EUROS Newsroom · 51m ago · 2 min read · 🇧🇷 Brazil
Morocco Bets $1.2bn Dakhla Port on Sahel Trade Rerouting

Morocco is advancing a $1.2 billion deep-water port in Western Sahara that could reroute Sahel exports away from West Africa and anchor billions in green-hydrogen investments destined for Europe.

Construction of Morocco’s Dakhla Atlantic Port has passed the 62% completion mark, keeping the $1.2 billion deep-water facility on track for handover by the end of 2028 and commercial operations in 2029. Located in Moroccan-controlled Western Sahara, the port will feature 23-metre deep berths and handle containers, dry and liquid bulk, hydrocarbons, and seafood. Its initial annual capacity is set at 35 million tonnes.

The facility is the centrepiece of King Mohammed VI’s Atlantic Initiative, a strategy to give landlocked Sahel nations—Mali, Niger, Burkina Faso, and Chad—a direct route to global markets. By building up to 5,000 kilometres of road and eventual rail corridors through Mauritania, Rabat aims to divert mineral and agricultural exports away from traditional Gulf of Guinea ports. Policy researchers project these corridors could slash Sahel-to-Atlantic transit times from 14 days to five and reduce export costs by roughly 30%.

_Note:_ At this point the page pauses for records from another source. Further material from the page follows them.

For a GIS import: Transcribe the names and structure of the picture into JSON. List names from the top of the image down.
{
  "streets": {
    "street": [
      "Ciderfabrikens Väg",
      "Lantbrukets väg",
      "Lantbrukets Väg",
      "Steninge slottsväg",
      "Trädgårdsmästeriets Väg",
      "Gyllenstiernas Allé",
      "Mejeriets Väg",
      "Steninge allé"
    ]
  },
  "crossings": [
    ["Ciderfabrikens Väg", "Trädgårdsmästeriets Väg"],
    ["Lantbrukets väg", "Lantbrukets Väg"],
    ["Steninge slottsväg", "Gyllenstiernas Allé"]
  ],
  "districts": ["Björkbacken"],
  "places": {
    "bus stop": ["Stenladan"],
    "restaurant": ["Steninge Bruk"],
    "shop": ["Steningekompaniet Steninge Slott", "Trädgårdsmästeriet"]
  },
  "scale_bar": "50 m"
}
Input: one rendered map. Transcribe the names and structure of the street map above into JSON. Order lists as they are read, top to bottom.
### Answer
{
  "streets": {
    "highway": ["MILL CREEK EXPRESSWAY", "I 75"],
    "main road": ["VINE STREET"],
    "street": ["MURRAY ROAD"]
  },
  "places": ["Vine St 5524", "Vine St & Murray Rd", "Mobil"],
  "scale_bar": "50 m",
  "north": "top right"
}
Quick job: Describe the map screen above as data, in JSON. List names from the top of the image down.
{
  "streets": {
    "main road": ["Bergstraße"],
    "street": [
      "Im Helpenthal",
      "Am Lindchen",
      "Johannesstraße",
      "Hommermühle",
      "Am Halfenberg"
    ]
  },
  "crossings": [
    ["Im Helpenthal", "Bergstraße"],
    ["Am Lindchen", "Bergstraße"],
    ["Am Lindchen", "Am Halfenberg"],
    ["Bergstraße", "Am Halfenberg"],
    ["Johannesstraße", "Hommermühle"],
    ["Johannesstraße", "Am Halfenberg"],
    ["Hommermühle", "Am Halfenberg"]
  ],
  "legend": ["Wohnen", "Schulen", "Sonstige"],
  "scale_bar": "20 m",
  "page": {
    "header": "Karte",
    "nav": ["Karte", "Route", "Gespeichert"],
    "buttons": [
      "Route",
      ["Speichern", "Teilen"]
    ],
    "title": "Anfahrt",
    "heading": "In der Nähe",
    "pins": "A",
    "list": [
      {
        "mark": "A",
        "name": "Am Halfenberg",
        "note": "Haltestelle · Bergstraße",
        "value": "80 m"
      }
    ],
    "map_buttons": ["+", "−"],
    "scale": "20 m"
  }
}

For energy investors, Dakhla is the planned export node for roughly $35 billion in green-hydrogen investments earmarked for the surrounding region. This includes a flagship $25 billion hydrogen-to-ammonia facility aimed squarely at European offtakers. The port’s heavy-lift infrastructure is being explicitly designed to handle wind turbines, electrolysers and ammonia export equipment, positioning Morocco as a critical transit country for Europe’s energy transition.

The infrastructure play carries significant political risk. The port sits in Western Sahara, a territory whose sovereignty is disputed by the Algeria-backed Polisario Front and classified as non-self-governing by the UN. Morocco is using bricks-and-mortar investment to assert irreversible economic control, a strategy bolstered by US recognition of its sovereignty in 2020. The initiative also dilutes Algeria’s traditional leverage over Sahelian connectivity and offers Rabat an alternative to its failed bid to join the Economic Community of West African States.

Transport Minister Abdessamad Kayouh has signalled that negotiations are underway for direct maritime links from Dakhla to Europe, West Africa and the Americas. However, the commercial viability of the Sahel corridors depends entirely on navigating persistent jihadist violence and political instability in Mali, Burkina Faso and Niger. Until those security challenges are resolved, Dakhla’s promise as a logistics hinge between Africa, Europe and the Americas remains a high-risk, high-reward proposition.